- [What you need to do]:
Line by line, copy all of the data exactly.

- [Supplied records]:
_ _ _ _ _

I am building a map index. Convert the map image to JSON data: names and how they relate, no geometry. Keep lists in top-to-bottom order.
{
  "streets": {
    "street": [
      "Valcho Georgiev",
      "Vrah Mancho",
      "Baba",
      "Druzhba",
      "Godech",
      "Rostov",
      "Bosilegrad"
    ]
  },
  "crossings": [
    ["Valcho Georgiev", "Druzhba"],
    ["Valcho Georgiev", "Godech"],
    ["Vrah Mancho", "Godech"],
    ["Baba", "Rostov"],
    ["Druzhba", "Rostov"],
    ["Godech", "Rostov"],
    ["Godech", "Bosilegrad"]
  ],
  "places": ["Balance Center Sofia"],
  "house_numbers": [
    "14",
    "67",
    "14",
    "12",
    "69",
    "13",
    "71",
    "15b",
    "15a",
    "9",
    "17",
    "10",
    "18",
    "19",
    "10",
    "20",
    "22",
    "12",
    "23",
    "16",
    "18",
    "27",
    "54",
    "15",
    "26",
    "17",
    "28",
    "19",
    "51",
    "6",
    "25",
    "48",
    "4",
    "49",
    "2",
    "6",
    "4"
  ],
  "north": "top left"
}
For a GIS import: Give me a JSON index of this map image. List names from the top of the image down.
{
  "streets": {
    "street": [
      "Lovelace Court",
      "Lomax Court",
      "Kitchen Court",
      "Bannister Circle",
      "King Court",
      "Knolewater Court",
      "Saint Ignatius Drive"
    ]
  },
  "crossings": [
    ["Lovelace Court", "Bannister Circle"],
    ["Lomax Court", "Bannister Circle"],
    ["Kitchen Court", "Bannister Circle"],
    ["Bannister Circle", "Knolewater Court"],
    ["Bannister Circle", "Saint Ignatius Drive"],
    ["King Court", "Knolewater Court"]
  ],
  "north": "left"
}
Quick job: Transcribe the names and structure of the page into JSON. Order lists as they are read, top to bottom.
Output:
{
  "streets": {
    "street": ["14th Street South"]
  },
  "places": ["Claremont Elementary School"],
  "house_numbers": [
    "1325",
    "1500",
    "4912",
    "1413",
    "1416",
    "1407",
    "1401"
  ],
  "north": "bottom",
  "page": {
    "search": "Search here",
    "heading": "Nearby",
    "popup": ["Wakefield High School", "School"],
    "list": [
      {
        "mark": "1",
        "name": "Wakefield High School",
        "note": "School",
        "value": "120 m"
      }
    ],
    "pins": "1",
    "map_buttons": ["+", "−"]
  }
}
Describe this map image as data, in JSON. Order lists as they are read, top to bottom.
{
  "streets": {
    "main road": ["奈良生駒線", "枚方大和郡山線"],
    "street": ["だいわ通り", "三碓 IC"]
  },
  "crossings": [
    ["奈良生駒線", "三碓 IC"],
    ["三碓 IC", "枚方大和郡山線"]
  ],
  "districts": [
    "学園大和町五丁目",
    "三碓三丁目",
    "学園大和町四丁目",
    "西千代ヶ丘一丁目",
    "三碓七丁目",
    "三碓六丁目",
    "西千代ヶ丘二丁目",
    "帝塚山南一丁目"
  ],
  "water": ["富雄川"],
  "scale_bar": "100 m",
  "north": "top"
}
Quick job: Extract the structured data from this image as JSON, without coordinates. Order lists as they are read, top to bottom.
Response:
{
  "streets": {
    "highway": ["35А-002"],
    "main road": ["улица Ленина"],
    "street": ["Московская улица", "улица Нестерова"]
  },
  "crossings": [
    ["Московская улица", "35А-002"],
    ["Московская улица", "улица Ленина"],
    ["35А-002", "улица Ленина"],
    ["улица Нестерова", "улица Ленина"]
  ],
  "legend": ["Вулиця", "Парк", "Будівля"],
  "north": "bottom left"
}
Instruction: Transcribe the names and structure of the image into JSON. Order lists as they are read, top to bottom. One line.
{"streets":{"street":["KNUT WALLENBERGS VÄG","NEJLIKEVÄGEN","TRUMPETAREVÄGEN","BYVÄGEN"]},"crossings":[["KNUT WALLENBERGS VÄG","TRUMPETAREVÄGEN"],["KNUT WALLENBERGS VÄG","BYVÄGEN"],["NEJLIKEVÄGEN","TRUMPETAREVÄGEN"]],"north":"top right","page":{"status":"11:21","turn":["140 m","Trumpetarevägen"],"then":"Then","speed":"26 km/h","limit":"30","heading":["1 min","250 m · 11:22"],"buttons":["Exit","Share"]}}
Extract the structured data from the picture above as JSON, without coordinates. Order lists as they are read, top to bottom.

_ _ _ _ _

- [Solution]:
I am building a map index. Convert the map image to JSON data: names and how they relate, no geometry. Keep lists in top-to-bottom order.
{
  "streets": {
    "street": [
      "Valcho Georgiev",
      "Vrah Mancho",
      "Baba",
      "Druzhba",
      "Godech",
      "Rostov",
      "Bosilegrad"
    ]
  },
  "crossings": [
    ["Valcho Georgiev", "Druzhba"],
    ["Valcho Georgiev", "Godech"],
    ["Vrah Mancho", "Godech"],
    ["Baba", "Rostov"],
    ["Druzhba", "Rostov"],
    ["Godech", "Rostov"],
    ["Godech", "Bosilegrad"]
  ],
  "places": ["Balance Center Sofia"],
  "house_numbers": [
    "14",
    "67",
    "14",
    "12",
    "69",
    "13",
    "71",
    "15b",
    "15a",
    "9",
    "17",
    "10",
    "18",
    "19",
    "10",
    "20",
    "22",
    "12",
    "23",
    "16",
    "18",
    "27",
    "54",
    "15",
    "26",
    "17",
    "28",
    "19",
    "51",
    "6",
    "25",
    "48",
    "4",
    "49",
    "2",
    "6",
    "4"
  ],
  "north": "top left"
}
For a GIS import: Give me a JSON index of this map image. List names from the top of the image down.
{
  "streets": {
    "street": [
      "Lovelace Court",
      "Lomax Court",
      "Kitchen Court",
      "Bannister Circle",
      "King Court",
      "Knolewater Court",
      "Saint Ignatius Drive"
    ]
  },
  "crossings": [
    ["Lovelace Court", "Bannister Circle"],
    ["Lomax Court", "Bannister Circle"],
    ["Kitchen Court", "Bannister Circle"],
    ["Bannister Circle", "Knolewater Court"],
    ["Bannister Circle", "Saint Ignatius Drive"],
    ["King Court", "Knolewater Court"]
  ],
  "north": "left"
}
Quick job: Transcribe the names and structure of the page into JSON. Order lists as they are read, top to bottom.
Output:
{
  "streets": {
    "street": ["14th Street South"]
  },
  "places": ["Claremont Elementary School"],
  "house_numbers": [
    "1325",
    "1500",
    "4912",
    "1413",
    "1416",
    "1407",
    "1401"
  ],
  "north": "bottom",
  "page": {
    "search": "Search here",
    "heading": "Nearby",
    "popup": ["Wakefield High School", "School"],
    "list": [
      {
        "mark": "1",
        "name": "Wakefield High School",
        "note": "School",
        "value": "120 m"
      }
    ],
    "pins": "1",
    "map_buttons": ["+", "−"]
  }
}
Describe this map image as data, in JSON. Order lists as they are read, top to bottom.
{
  "streets": {
    "main road": ["奈良生駒線", "枚方大和郡山線"],
    "street": ["だいわ通り", "三碓 IC"]
  },
  "crossings": [
    ["奈良生駒線", "三碓 IC"],
    ["三碓 IC", "枚方大和郡山線"]
  ],
  "districts": [
    "学園大和町五丁目",
    "三碓三丁目",
    "学園大和町四丁目",
    "西千代ヶ丘一丁目",
    "三碓七丁目",
    "三碓六丁目",
    "西千代ヶ丘二丁目",
    "帝塚山南一丁目"
  ],
  "water": ["富雄川"],
  "scale_bar": "100 m",
  "north": "top"
}
Quick job: Extract the structured data from this image as JSON, without coordinates. Order lists as they are read, top to bottom.
Response:
{
  "streets": {
    "highway": ["35А-002"],
    "main road": ["улица Ленина"],
    "street": ["Московская улица", "улица Нестерова"]
  },
  "crossings": [
    ["Московская улица", "35А-002"],
    ["Московская улица", "улица Ленина"],
    ["35А-002", "улица Ленина"],
    ["улица Нестерова", "улица Ленина"]
  ],
  "legend": ["Вулиця", "Парк", "Будівля"],
  "north": "bottom left"
}
Instruction: Transcribe the names and structure of the image into JSON. Order lists as they are read, top to bottom. One line.
{"streets":{"street":["KNUT WALLENBERGS VÄG","NEJLIKEVÄGEN","TRUMPETAREVÄGEN","BYVÄGEN"]},"crossings":[["KNUT WALLENBERGS VÄG","TRUMPETAREVÄGEN"],["KNUT WALLENBERGS VÄG","BYVÄGEN"],["NEJLIKEVÄGEN","TRUMPETAREVÄGEN"]],"north":"top right","page":{"status":"11:21","turn":["140 m","Trumpetarevägen"],"then":"Then","speed":"26 km/h","limit":"30","heading":["1 min","250 m · 11:22"],"buttons":["Exit","Share"]}}
Extract the structured data from the picture above as JSON, without coordinates. Order lists as they are read, top to bottom.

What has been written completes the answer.